▸ **Provided entries**

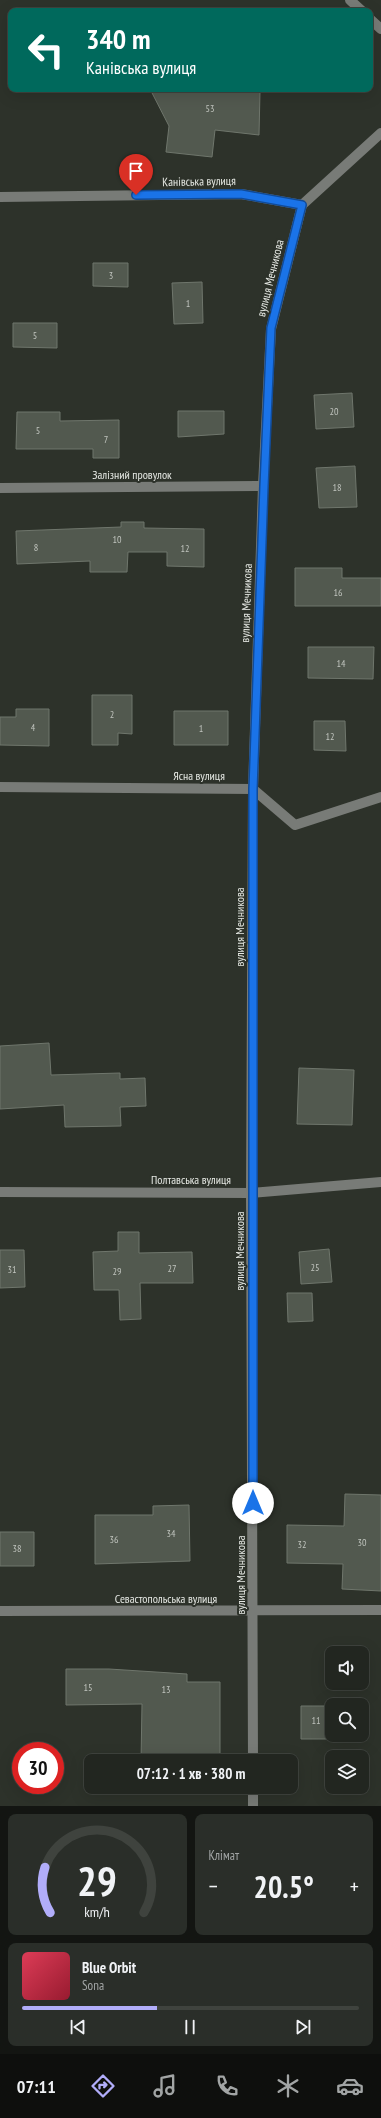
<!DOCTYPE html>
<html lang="uk">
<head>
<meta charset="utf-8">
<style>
  :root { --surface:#222620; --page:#2a2e29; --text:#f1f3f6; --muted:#a2a5a5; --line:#3f433e; --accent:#b1adfa }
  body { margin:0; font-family:"PT Sans Narrow",sans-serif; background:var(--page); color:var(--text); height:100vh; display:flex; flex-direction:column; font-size:15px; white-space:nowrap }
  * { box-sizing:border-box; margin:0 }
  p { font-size:13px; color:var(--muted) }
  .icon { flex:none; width:22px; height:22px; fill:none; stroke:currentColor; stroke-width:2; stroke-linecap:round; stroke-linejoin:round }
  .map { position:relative; height:1806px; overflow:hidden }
  .panel { display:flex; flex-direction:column; gap:8px; padding:8px; background:#131512; flex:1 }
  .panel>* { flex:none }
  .hud { position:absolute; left:8px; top:8px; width:365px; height:84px; border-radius:8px; box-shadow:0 4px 16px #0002,0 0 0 1px var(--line); background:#00695c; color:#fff; overflow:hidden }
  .fabs { position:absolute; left:325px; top:1646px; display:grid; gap:8px }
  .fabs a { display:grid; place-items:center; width:44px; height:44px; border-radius:8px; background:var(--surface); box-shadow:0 4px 16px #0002,0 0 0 1px var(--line); font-size:20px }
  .speed { position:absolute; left:12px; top:1742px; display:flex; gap:8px; font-size:20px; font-weight:700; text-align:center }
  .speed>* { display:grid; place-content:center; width:52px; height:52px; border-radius:50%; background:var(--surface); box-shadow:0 4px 16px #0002,0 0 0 1px var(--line); line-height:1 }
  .speed .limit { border:6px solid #d22; background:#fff; color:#111 }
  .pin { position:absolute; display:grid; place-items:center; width:34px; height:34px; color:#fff; margin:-41px -17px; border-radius:50% 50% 50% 0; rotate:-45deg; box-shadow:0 0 4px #0007 }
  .pin .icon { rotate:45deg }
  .me { position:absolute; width:44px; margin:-22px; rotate:0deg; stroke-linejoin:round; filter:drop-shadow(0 0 3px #0008) }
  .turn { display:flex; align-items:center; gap:14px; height:84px; padding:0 12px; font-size:18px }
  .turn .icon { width:52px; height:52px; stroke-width:2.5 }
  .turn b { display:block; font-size:28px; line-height:34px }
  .big { font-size:30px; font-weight:700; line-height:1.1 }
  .panel .card { flex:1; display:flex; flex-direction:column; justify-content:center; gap:6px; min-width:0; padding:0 14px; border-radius:8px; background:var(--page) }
  .panel .dial { align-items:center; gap:0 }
  .dial svg { height:104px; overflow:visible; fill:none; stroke:var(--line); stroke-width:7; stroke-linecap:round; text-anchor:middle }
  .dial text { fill:var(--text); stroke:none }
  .song { display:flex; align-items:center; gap:12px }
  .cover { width:48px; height:48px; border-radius:6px; background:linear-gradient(135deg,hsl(350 70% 55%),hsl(350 70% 35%)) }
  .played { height:4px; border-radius:2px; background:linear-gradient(90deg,var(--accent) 40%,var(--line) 40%) }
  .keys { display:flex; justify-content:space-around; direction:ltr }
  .heat { display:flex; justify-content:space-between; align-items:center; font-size:22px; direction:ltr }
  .panel .tiles { flex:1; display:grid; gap:8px; grid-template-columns:1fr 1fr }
  .card:last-child { grid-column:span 2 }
  .trip { position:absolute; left:84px; top:1754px; width:214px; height:40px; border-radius:8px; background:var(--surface); box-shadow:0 4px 16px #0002,0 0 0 1px var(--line); font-weight:700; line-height:40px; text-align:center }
  .tabs { display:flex; height:64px; justify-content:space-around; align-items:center; background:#0e0f0d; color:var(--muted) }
  .tabs .icon { width:28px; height:28px }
  .tabs .selected { color:var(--accent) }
  .tabs b { font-size:18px; color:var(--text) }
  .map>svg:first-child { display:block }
  .building { fill:#52594f; stroke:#6f766c }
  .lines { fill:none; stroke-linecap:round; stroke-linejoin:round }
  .minor { stroke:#787b77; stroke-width:10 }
  .route-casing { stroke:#114b97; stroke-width:10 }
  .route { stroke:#1a73e8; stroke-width:7 }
  .labels { text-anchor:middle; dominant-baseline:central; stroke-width:4; stroke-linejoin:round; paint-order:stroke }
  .number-label { font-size:10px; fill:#c0c4be }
  .street-label { font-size:12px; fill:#e5e8e3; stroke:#2d322a }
</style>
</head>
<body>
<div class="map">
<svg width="381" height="1806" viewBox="0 0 381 1806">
  <rect width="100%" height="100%" fill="#2d322a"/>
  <!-- building -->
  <path class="building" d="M 150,89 L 260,91 L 259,135 L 215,130 L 212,157 L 166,152 L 169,126 Z
    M 93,263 L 128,263 L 128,287 L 93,286 Z
    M 202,282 L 203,323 L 174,324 L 172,283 Z
    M 13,323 L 57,323 L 57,348 L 13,347 Z
    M 352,393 L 354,427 L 316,429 L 314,395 Z
    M 178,411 L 224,411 L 224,434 L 178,437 Z
    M 17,412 L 60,412 L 60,421 L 119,420 L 119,458 L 93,458 L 93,449 L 16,449 Z
    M 355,466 L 357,507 L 319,508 L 316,468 Z
    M 121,522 L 144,522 L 144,528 L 204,529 L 204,567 L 167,566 L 167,552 L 128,552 L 127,572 L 90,572 L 90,561 L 17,564 L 16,531 L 121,527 Z
    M 295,568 L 342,568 L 342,578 L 381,578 L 381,606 L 295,606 Z
    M 308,647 L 374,647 L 373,679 L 308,678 Z
    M 92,695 L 132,695 L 132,734 L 118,733 L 118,745 L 92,745 Z
    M 16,709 L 49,709 L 49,746 L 0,745 L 0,717 L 16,717 Z
    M 174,711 L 228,711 L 228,745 L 174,745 Z
    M 314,721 L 345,721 L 346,751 L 314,750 Z
    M 49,1043 L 51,1075 L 120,1073 L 120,1079 L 145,1078 L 146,1106 L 120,1107 L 121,1126 L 65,1127 L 64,1105 L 0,1109 L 0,1046 Z
    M 299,1068 L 354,1070 L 352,1125 L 297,1124 Z
    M 118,1232 L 139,1232 L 139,1253 L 192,1252 L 193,1283 L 140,1283 L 141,1319 L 120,1320 L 119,1290 L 94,1290 L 93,1252 L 118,1251 Z
    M 329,1249 L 332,1282 L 301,1284 L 299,1252 Z
    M 0,1250 L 24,1250 L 25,1287 L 0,1288 Z
    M 287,1293 L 312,1293 L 313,1321 L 288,1322 Z
    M 345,1494 L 381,1495 L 381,1591 L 342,1589 L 343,1564 L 287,1563 L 287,1525 L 344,1526 Z
    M 189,1505 L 190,1561 L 95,1564 L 95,1515 L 153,1515 L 153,1506 Z
    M 0,1532 L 34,1532 L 34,1566 L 0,1566 Z
    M 66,1669 L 109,1669 L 187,1674 L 187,1682 L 220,1682 L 220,1761 L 141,1761 L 142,1704 L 66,1705 Z
    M 301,1706 L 332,1706 L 332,1739 L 301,1739 Z"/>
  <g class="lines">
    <!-- minor -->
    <path class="minor" d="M 350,0 L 362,11
      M 370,19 L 381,29
      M 0,197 L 241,194 L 302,205
      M 0,488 L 263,486
      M 0,787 L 253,789 L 295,825 L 381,797
      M 0,1192 L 251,1193 L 381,1182
      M 0,1611 L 381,1610
      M 253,1761 L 251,1193 L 253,789 L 263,486 L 271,329 L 302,205 L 381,133
      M 253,1787 L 253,1806"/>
  </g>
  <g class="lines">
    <!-- route casing -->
    <g class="route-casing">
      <path id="route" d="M 136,195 L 241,194 L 302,205 L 271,328 L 264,486 L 253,789 L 253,1503"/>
    </g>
    <!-- route -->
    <use href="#route" class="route"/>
  </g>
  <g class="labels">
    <!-- number labels -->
    <g class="number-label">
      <text x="210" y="108">53</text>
      <text x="111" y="275">3</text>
      <text x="188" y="303">1</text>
      <text x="35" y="335">5</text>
      <text x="334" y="411">20</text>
      <text x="38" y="430">5</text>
      <text x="106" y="439">7</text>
      <text x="337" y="487">18</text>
      <text x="117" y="539">10</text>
      <text x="36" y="547">8</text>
      <text x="185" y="548">12</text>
      <text x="338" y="592">16</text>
      <text x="341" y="663">14</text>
      <text x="112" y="714">2</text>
      <text x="33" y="727">4</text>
      <text x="201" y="728">1</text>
      <text x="330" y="736">12</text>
      <text x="315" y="1267">25</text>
      <text x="172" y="1268">27</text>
      <text x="12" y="1269">31</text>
      <text x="117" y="1271">29</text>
      <text x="171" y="1533">34</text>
      <text x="114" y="1539">36</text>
      <text x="362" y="1542">30</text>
      <text x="302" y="1544">32</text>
      <text x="17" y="1548">38</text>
      <text x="88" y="1687">15</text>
      <text x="166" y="1689">13</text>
      <text x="316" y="1720">11</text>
    </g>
    <!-- street labels -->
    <g class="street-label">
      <text transform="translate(199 181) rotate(-1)">Канівська вулиця</text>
      <text transform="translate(270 278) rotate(-76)">вулиця Мечникова</text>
      <text x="132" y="474">Залізний провулок</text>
      <text transform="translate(246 603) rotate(-88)">вулиця Мечникова</text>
      <text x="199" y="775">Ясна вулиця</text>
      <text transform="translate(239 927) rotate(-90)">вулиця Мечникова</text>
      <text x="191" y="1179">Полтавська вулиця</text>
      <text transform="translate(239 1251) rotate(-90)">вулиця Мечникова</text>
      <text transform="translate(240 1575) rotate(-90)">вулиця Мечникова</text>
      <text x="166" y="1598">Севастопольська вулиця</text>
    </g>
  </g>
</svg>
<div class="fabs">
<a><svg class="icon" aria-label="sound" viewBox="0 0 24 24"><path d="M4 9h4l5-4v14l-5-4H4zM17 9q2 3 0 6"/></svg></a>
<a><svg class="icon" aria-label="search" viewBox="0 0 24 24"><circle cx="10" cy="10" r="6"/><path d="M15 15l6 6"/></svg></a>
<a><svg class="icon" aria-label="layers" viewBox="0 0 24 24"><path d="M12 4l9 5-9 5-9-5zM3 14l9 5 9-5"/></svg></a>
</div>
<div class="speed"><div class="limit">30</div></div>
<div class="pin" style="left:136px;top:195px;background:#d93025"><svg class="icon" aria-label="arrive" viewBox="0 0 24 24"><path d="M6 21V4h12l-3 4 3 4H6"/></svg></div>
<svg class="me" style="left:253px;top:1503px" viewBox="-20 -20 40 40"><circle r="19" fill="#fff"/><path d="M0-13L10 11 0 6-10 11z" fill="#1a73e8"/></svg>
<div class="trip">07:12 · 1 хв · 380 m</div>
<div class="hud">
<div class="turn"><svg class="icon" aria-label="left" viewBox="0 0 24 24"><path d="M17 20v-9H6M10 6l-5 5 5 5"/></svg><div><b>340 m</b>Канівська вулиця</div></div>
</div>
</div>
<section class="panel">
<div class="tiles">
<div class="card dial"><svg viewBox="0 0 100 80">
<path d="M14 69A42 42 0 1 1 86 69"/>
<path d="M14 69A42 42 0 0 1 10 34" stroke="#b1adfa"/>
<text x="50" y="56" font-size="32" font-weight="700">29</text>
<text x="50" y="72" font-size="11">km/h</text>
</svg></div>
<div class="card"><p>Клімат</p>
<div class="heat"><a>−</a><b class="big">20.5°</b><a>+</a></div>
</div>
<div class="card">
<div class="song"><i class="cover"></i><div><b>Blue Orbit</b><p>Sona</p></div></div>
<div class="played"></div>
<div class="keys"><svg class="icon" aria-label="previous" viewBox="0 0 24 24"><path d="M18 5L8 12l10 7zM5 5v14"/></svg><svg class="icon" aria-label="pause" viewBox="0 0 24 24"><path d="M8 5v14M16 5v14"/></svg><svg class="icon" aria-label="next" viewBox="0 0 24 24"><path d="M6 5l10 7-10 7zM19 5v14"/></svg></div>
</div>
</div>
</section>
<nav class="tabs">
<b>07:11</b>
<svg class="icon selected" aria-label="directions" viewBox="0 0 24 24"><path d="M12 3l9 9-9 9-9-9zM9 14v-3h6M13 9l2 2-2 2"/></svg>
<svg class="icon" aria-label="music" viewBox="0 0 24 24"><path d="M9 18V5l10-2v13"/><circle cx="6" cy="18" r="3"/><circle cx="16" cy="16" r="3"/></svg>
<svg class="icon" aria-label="phone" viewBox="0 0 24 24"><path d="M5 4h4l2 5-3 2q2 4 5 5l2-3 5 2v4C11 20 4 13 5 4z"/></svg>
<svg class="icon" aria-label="climate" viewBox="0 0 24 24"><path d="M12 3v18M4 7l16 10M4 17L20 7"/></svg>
<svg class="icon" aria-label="car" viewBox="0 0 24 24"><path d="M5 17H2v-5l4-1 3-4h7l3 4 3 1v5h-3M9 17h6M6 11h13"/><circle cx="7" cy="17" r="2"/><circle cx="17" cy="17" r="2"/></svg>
</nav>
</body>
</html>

▸ **Exercise**
Among the records above, extract exactly the lines from the line with "20v-9H6M10 6l-5 5" to the line with "3l9 9-9 9-9-9zM9", both lines included, and leave out the rest.

▸ **Output below**
<div class="turn"><svg class="icon" aria-label="left" viewBox="0 0 24 24"><path d="M17 20v-9H6M10 6l-5 5 5 5"/></svg><div><b>340 m</b>Канівська вулиця</div></div>
</div>
</div>
<section class="panel">
<div class="tiles">
<div class="card dial"><svg viewBox="0 0 100 80">
<path d="M14 69A42 42 0 1 1 86 69"/>
<path d="M14 69A42 42 0 0 1 10 34" stroke="#b1adfa"/>
<text x="50" y="56" font-size="32" font-weight="700">29</text>
<text x="50" y="72" font-size="11">km/h</text>
</svg></div>
<div class="card"><p>Клімат</p>
<div class="heat"><a>−</a><b class="big">20.5°</b><a>+</a></div>
</div>
<div class="card">
<div class="song"><i class="cover"></i><div><b>Blue Orbit</b><p>Sona</p></div></div>
<div class="played"></div>
<div class="keys"><svg class="icon" aria-label="previous" viewBox="0 0 24 24"><path d="M18 5L8 12l10 7zM5 5v14"/></svg><svg class="icon" aria-label="pause" viewBox="0 0 24 24"><path d="M8 5v14M16 5v14"/></svg><svg class="icon" aria-label="next" viewBox="0 0 24 24"><path d="M6 5l10 7-10 7zM19 5v14"/></svg></div>
</div>
</div>
</section>
<nav class="tabs">
<b>07:11</b>
<svg class="icon selected" aria-label="directions" viewBox="0 0 24 24"><path d="M12 3l9 9-9 9-9-9zM9 14v-3h6M13 9l2 2-2 2"/></svg>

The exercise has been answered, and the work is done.